__Extracted data__
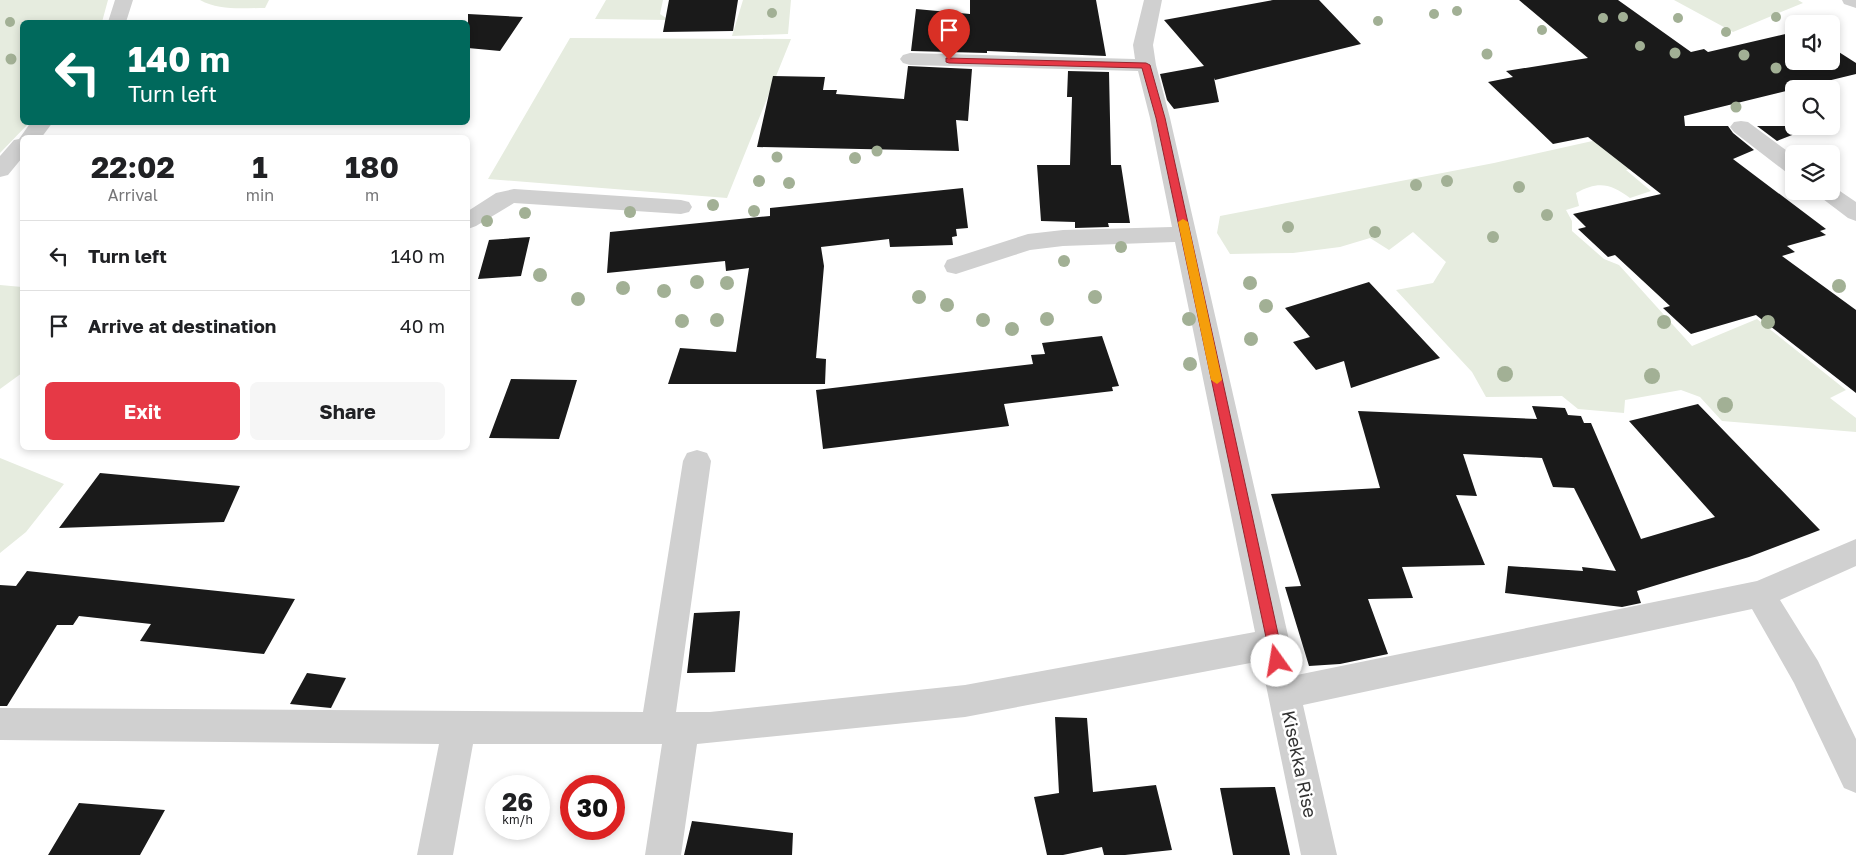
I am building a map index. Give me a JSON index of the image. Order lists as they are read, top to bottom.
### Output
{
  "streets": {
    "street": ["Kisekka Rise"]
  },
  "page": {
    "turn": ["140 m", "Turn left"],
    "eta": [
      "22:02",
      "Arrival",
      "1",
      "min",
      "180",
      "m"
    ],
    "list": [
      {
        "name": "Turn left",
        "value": "140 m"
      },
      {
        "name": "Arrive at destination",
        "value": "40 m"
      }
    ],
    "buttons": ["Exit", "Share"],
    "speed": "26 km/h",
    "limit": "30"
  }
}
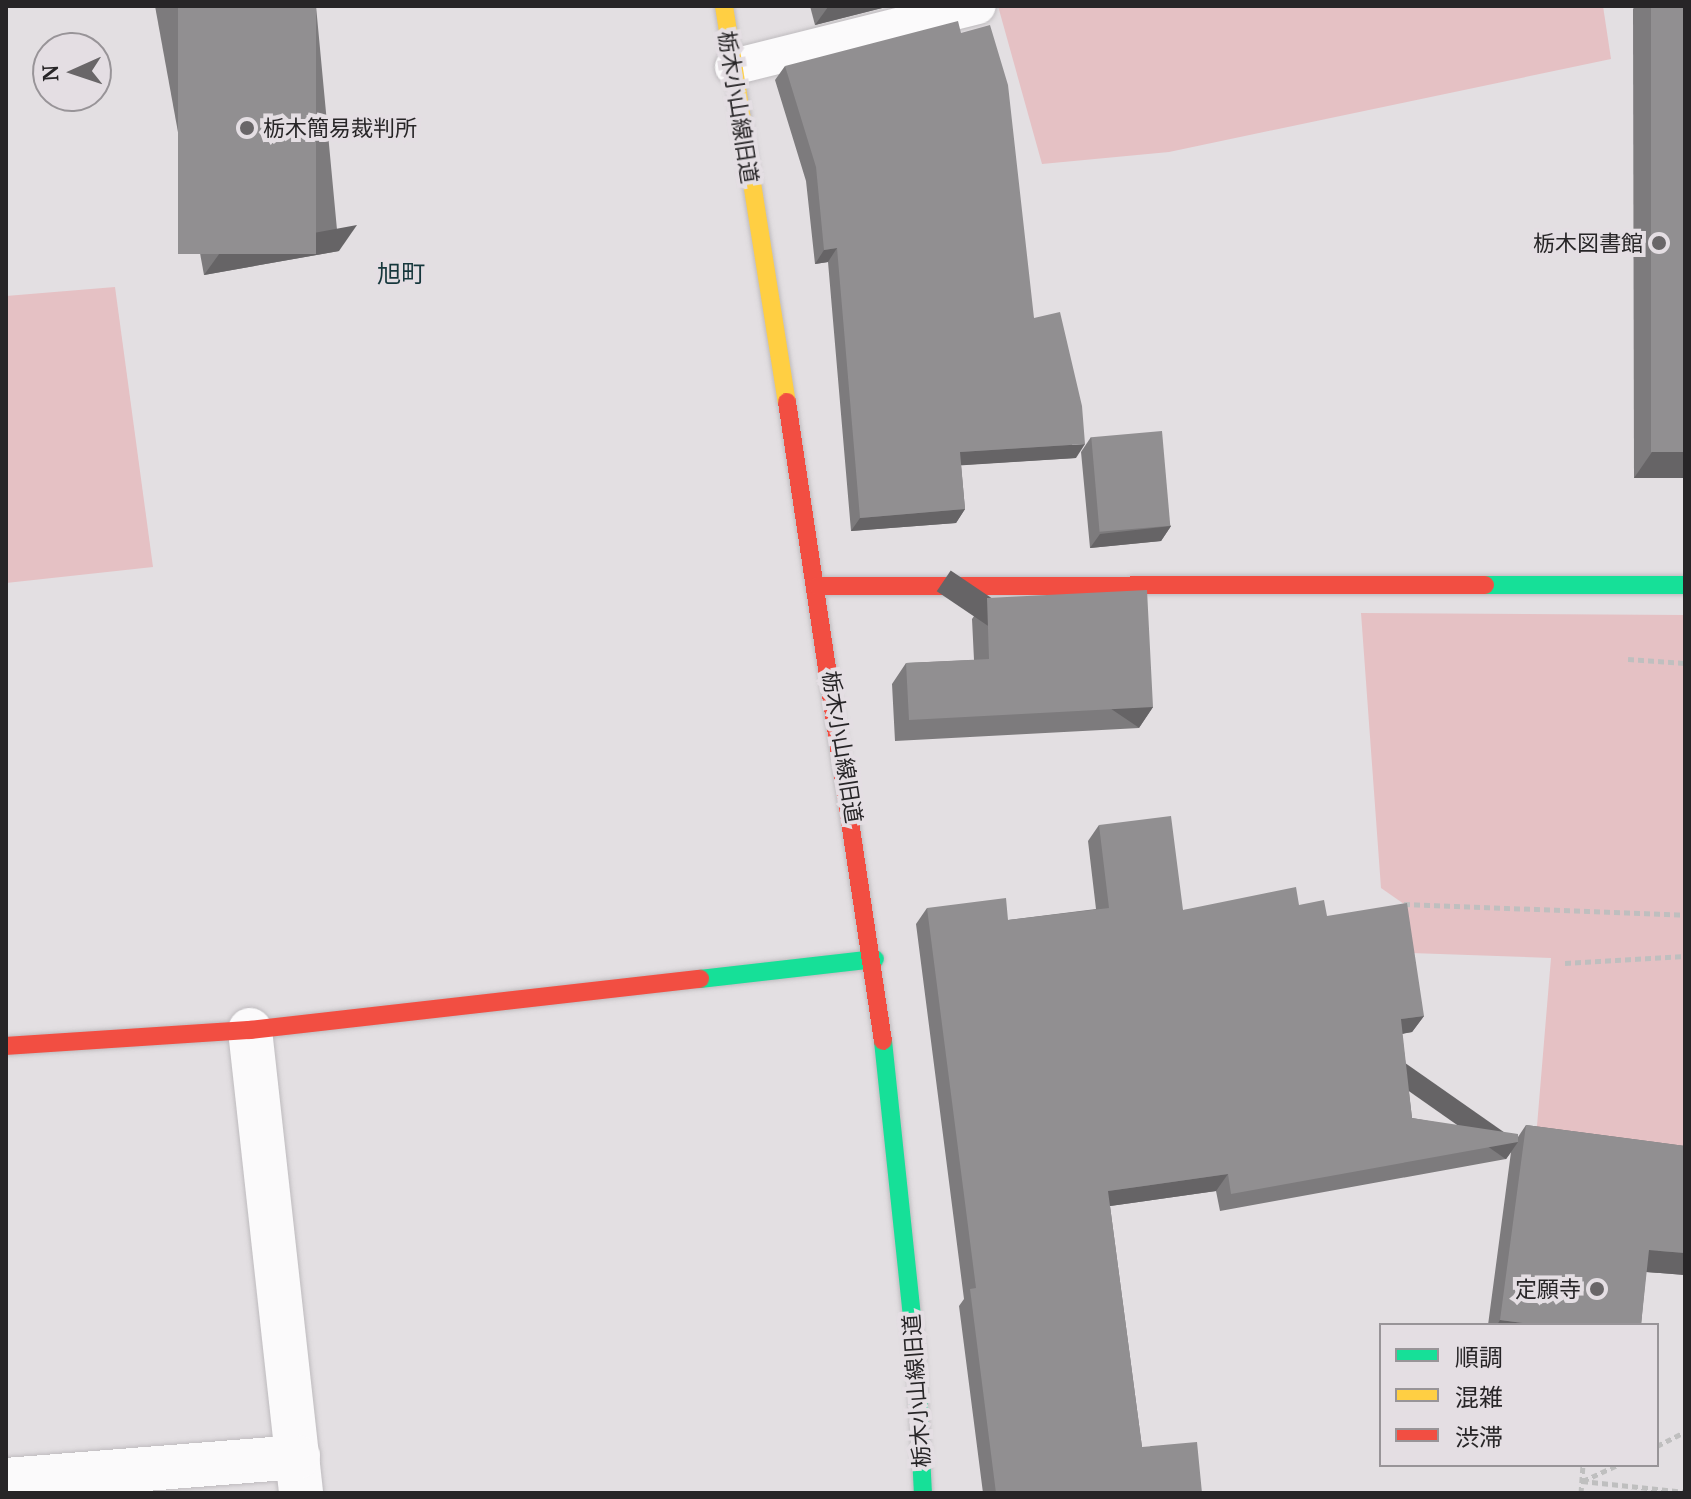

__Task details__
In the printed copy, the material above must appear unchanged and without its pictures.

__Solution__
I am building a map index. Give me a JSON index of the image. Order lists as they are read, top to bottom.
### Output
{
  "streets": {
    "street": ["Kisekka Rise"]
  },
  "page": {
    "turn": ["140 m", "Turn left"],
    "eta": [
      "22:02",
      "Arrival",
      "1",
      "min",
      "180",
      "m"
    ],
    "list": [
      {
        "name": "Turn left",
        "value": "140 m"
      },
      {
        "name": "Arrive at destination",
        "value": "40 m"
      }
    ],
    "buttons": ["Exit", "Share"],
    "speed": "26 km/h",
    "limit": "30"
  }
}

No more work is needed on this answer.